The commemorative 9/11 section put together at The Street includes a telling capsule view of a different, perhaps complementary type of insecurity that has marked the last decade. In a few graphs, they chart ten years of economic volatility and soaring debts, not all attributable to the attacks and the wars that followed, but just as indelibly marking the current era of doubt and worry.
The anniversary is an occasion for reflection on the attackers, who Christopher Hitchens argues can - and must - be described as "evil," no filigrees of geopolitical context needed or wanted.
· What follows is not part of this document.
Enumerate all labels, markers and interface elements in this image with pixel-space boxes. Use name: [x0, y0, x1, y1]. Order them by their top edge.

The proper task of the "public intellectual" might be conceived as the responsibility to introduce complexity into the argument: the reminder that things are very infrequently as simple as they can be made to seem. But what I learned in a highly indelible manner from the events and arguments of September 2001 was this: Never, ever ignore the obvious either. To the government and most of the people of the United States, it seemed that the country on 9/11 had been attacked in a particularly odious way (air piracy used to maximize civilian casualties) by a particularly odious group (a secretive and homicidal gang: part multinational corporation, part crime family) that was sworn to a medieval cult of death, a racist hatred of Jews, a religious frenzy against Hindus, Christians, Shia Muslims, and "unbelievers," and the restoration of a long-vanished and despotic empire.
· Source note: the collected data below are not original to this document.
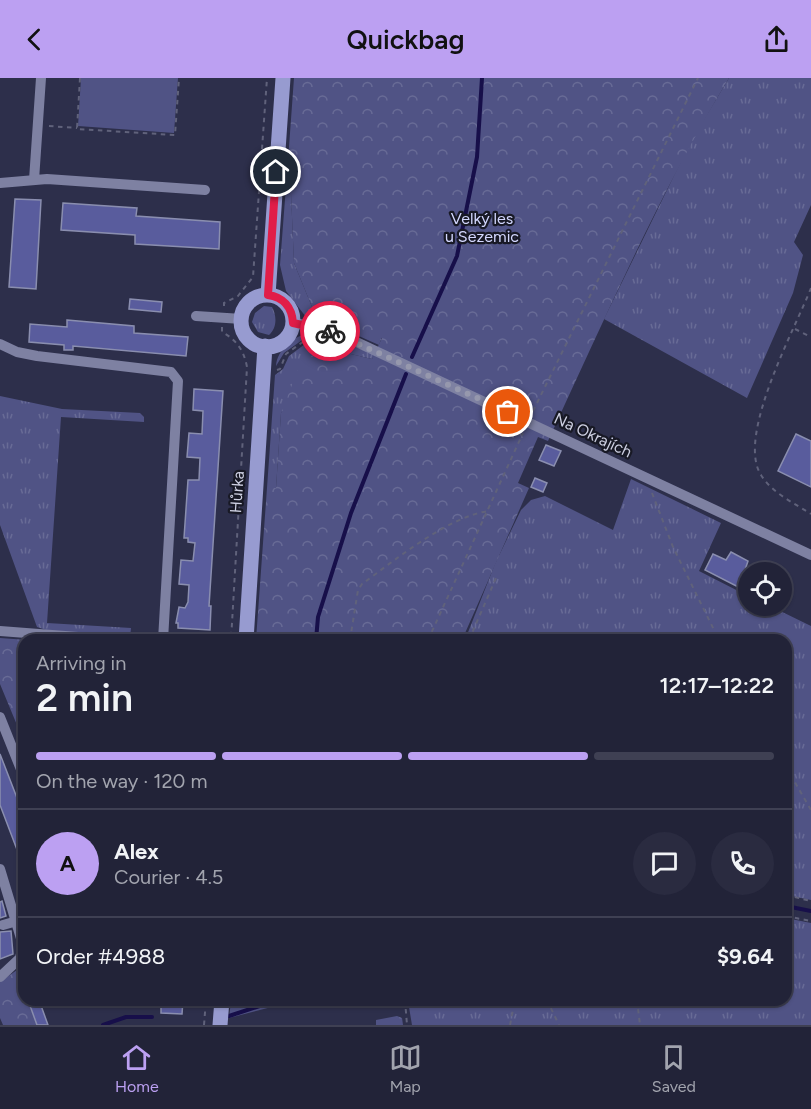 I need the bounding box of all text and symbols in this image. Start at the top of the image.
icon: back [18,23,51,56]
text: Quickbag [346,23,465,56]
icon: share [760,23,793,56]
pin [250,146,301,197]
icon: home [259,155,292,188]
park label: Velký les u Sezemic [445,209,519,246]
courier [300,301,360,361]
icon: bike [314,315,347,348]
pin [482,386,533,437]
icon: bag [491,395,524,428]
street label: Na Okrajích [551,409,635,461]
street label: Hůrka [226,470,248,514]
map controls [738,562,792,616]
button: locate [738,562,792,616]
text: Arriving in [36,651,126,675]
text: 12:17–12:22 [660,672,774,699]
text: 2 min [36,674,133,721]
text: On the way · 120 m [36,769,207,793]
button: chat [633,832,696,895]
button: phone [711,832,774,895]
text: Alex [114,838,159,865]
text: A [60,850,75,877]
text: Courier · 4.5 [114,865,223,889]
text: Order #4988 [36,943,165,970]
text: $9.64 [717,943,774,970]
tab: Home [115,1041,159,1096]
tab: Map [389,1041,422,1096]
tab: Saved [652,1041,696,1096] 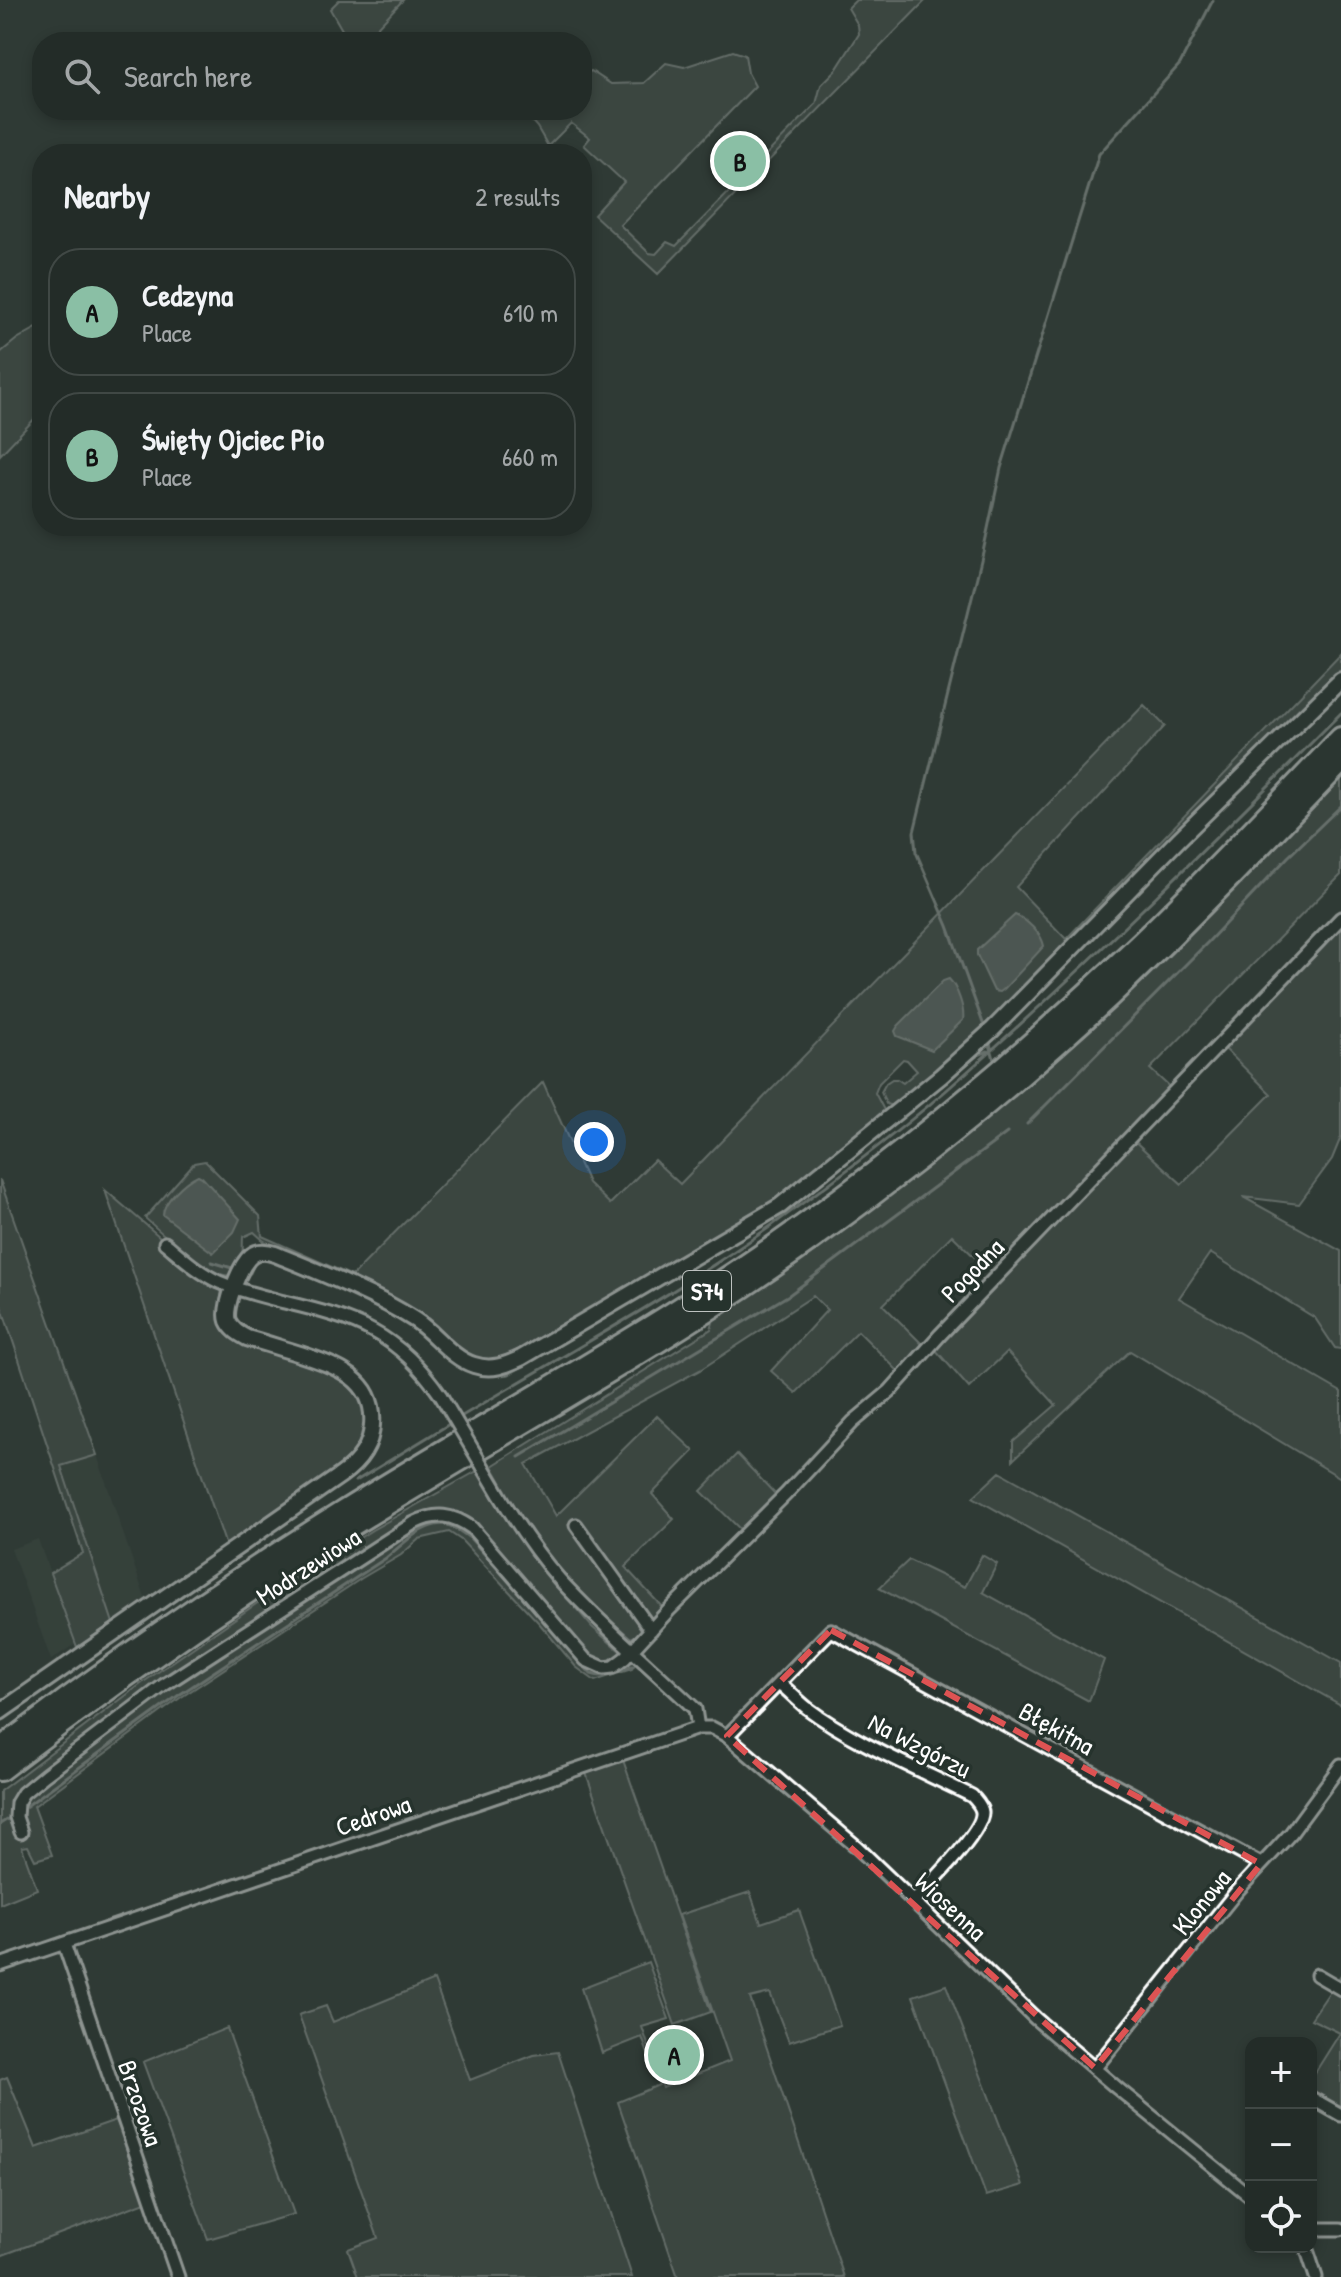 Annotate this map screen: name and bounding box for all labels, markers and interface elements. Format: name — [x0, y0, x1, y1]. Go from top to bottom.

To me, this remains the main point about al-Qaida and its surrogates. I do not believe, by stipulating it as the main point, that I try to oversimplify matters. I feel no need to show off or to think of something novel to say.
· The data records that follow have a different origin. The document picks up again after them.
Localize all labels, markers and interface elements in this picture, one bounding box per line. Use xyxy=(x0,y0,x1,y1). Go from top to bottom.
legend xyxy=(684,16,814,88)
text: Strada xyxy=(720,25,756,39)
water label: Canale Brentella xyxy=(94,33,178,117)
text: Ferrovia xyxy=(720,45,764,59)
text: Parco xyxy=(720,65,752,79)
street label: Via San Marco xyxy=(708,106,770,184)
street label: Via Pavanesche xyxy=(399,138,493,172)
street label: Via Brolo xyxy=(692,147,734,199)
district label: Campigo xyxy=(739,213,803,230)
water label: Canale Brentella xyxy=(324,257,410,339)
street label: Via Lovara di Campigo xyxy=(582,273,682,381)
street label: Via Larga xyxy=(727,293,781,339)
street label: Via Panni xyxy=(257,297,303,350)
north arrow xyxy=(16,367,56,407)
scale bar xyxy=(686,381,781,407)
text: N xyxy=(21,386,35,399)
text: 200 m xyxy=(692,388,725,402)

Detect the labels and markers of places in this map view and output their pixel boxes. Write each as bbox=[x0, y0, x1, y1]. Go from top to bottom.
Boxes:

In his introduction to The Atlantic's coverage of the anniversary, Jeffrey Goldberg declares that "murder is the meaning of 9/11." The essay, like Hitchens', is intended as a corrective against seeing those attacks, or those since by Al Qaeda and its associates, in a context of political debate. They are simply murderous, he says.
The debate is between those who argue that radical jihadists hate us for our freedoms and our modernity, and those who argue that they hate us for our policies. The answer, of course, is yes -- yes to both. But even this answer only scrapes at the truth, which is that it is hatred that precedes everything, the rationalizations and justifications and the elaborate scaffolding of ideology and theology al Qaeda erects around its sociopathic core.
From across the Atlantic, The Guardian glances askance at conspiracy theorists and their occasional success in sowing doubts about the true authors of the World Trade Center and Pentagon attacks. "Not since President John F Kennedy was felled by bullets in Dallas nearly half a century ago have conspiracy theorists had so much to get their teeth into although, tellingly, a number of those who see a government plot on September 11 can also be found claiming that the Holocaust is a myth," Chris McGreal writes.